Her değişim acı verir, acıyla gelir. Değişimin insafsız çocuğu devrimse acının ta kendisidir. Acıdan doğar acıyla yaşar ve nihayetinde yine acıyla yerini bir başkasına terk eder.
Ardında "fettan dilber"in gücüyle, yüzyıllardır intikam duygusunun içlerinde mayalandığı halk yığınları sokaklara döküldüğünde olan şeydir devrim, Fransız ihtilali. Ve nedir ki intikam duygusu, nesillere meydan okur; şarkıların, şiirlerin solup gittiği, isimlerin tarihe karıştığı yerde, her neslin zihninde bir öncekinden daha keskindir.
Sefaletin aşinalığı onu daha katlanabilir yapmaz. Halkın üstündeki açılan her bir yeni yırtık, oluşan her bir yeni nasırla, "soylular" uğruna yapılmak zorunda kalınan her bir soysuz eylemle daha da pekişir intikamın öfkesi. Giyotinin bu derece keskin olmasının nedeni onu yüzyıllardır bileyen demircidir. Ve bu keskin dişli açgözlü canavar bir kere kafesinden salındıginda iyi veya kötü kavramları kaybolur. Sadece güneşin batışının kızıllığı vardır. Her yeri kaplayan kızılın tonları.

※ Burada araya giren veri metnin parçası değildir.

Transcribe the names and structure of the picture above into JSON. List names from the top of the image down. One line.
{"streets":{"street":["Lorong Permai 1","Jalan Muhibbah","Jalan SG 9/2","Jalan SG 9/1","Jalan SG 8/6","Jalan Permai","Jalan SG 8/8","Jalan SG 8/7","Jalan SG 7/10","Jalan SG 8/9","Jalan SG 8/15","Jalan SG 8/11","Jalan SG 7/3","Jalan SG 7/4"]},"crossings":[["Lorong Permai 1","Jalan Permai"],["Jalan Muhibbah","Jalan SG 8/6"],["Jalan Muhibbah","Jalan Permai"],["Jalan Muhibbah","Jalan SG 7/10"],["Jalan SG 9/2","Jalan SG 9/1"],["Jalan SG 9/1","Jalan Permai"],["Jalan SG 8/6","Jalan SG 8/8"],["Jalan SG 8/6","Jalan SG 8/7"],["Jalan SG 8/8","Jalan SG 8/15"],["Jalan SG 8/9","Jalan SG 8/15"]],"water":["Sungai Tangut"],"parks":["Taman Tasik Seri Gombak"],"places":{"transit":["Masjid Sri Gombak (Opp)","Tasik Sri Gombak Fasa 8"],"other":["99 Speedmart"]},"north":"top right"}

Kitap dünya edebiyatının kült kitaplarından. Dönemin psikolojisini, şartları anlamak için çok yerinde diye düşünüyorum. Bu arada söylemeden geçemeyeceğim Sydney Carton karakteri Dostoyevsky romanlarından fırlamış gibiydi. Böylesine talihsiz bir sona sahip olmamasını dilerdim.